Synchronized Reading Roundup: Roomies by Sara Zarr and Tara Altebrando

Synchronized Readings are a semi-regular feature The Book Bandit and I will be running together every few months.

This month Nicole and I read Roomies by Sara Zarr and Tara Altebrando.

Here’s a rundown of all the posts I wrote up for the Synchronized Reading:

You can also head over to Nicole’s blog to see her posts:

Roomies Synchronized Reading Post #2: Vacation Destination Memories

Synchronized Readings are a semi-regular feature The Book Bandit and I will be running together every few months.

Our current Synchronized Reading is Roomies by Sara Zarr and Tara Altebrando.

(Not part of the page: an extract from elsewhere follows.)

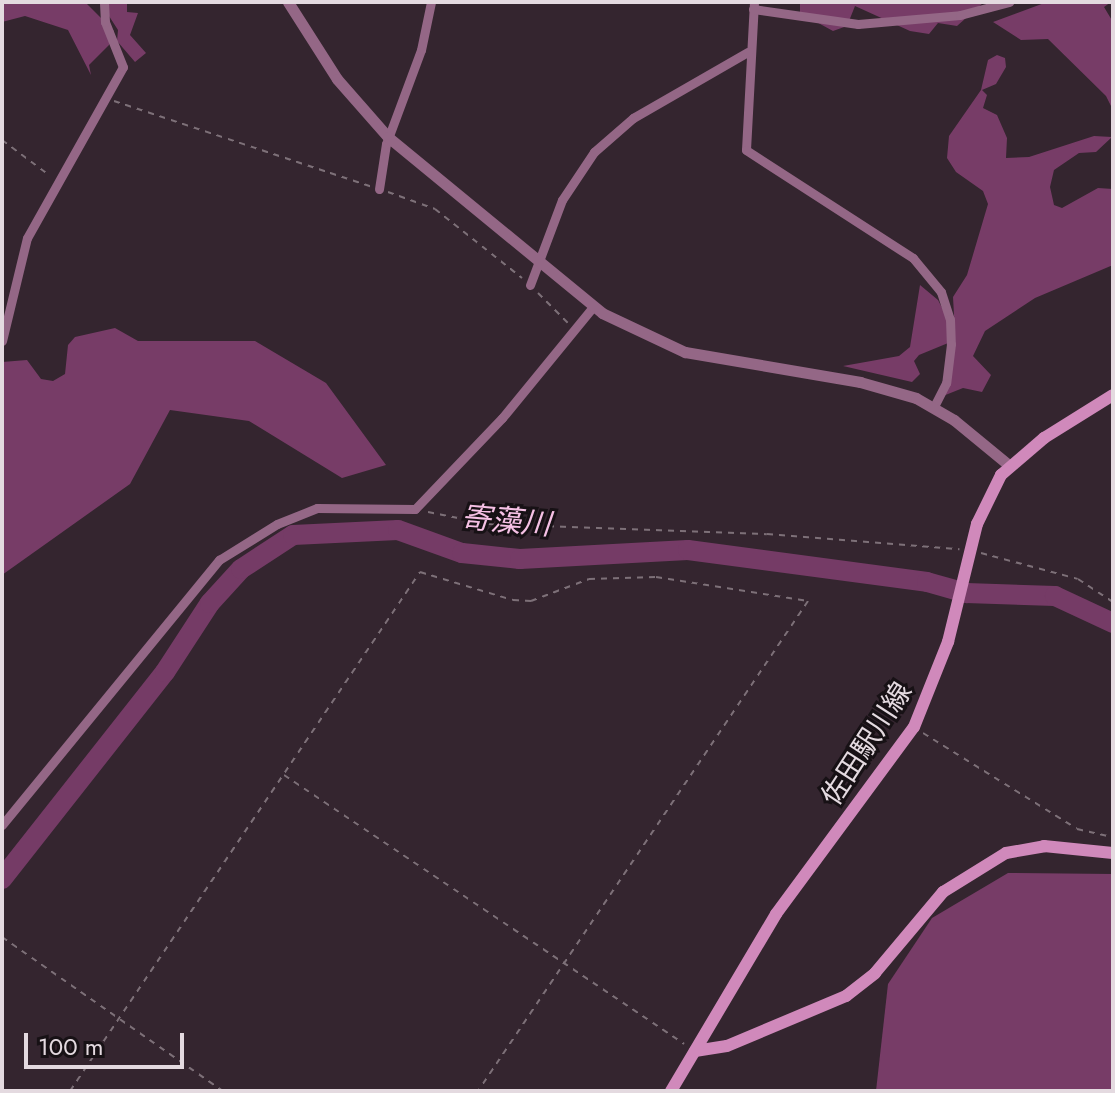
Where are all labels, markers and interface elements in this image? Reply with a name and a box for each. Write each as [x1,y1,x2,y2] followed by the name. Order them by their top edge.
[460,499,552,543] water label: 寄藻川
[815,676,919,812] street label: 佐田駅川線
[28,1017,188,1067] scale bar
[38,1029,104,1064] text: 100 m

Roomies is written with emails between Elizabeth and Lauren with Lauren in San Francisco and Elizabeth in a beach town in New Jersey. So for our second Synchronized Reading post on the book, Nicole and I decided to talk about a memorable vacation. Be sure to stop at her blog to see what she has to say as well.

I have not taken a lot of vacations that involve actually going places. I have been to visit family in New Jersey a couple of times. I have been to Disney World (which was glorious and fabulous and I want to go back right now). I went to Boston twice but don’t remember much of the first trip and the biggest memories of the second trip are going to the supermarket with my aunt and being shocked at how enormous it was.

In college I went on one spring break trip with my honors college to Montreal (this was before you needed a passport to get into Canada) where we saw the Notre Dame cathedral (church-like with a gift shop), went to the Musee de Beaux Art (amazing on every level and I wish I could have stayed longer), and ate poutine (*shudders*). Other things happened but aside from being cold all the time those were the highlights. Oh and I bought earrings shaped like Maple leaves.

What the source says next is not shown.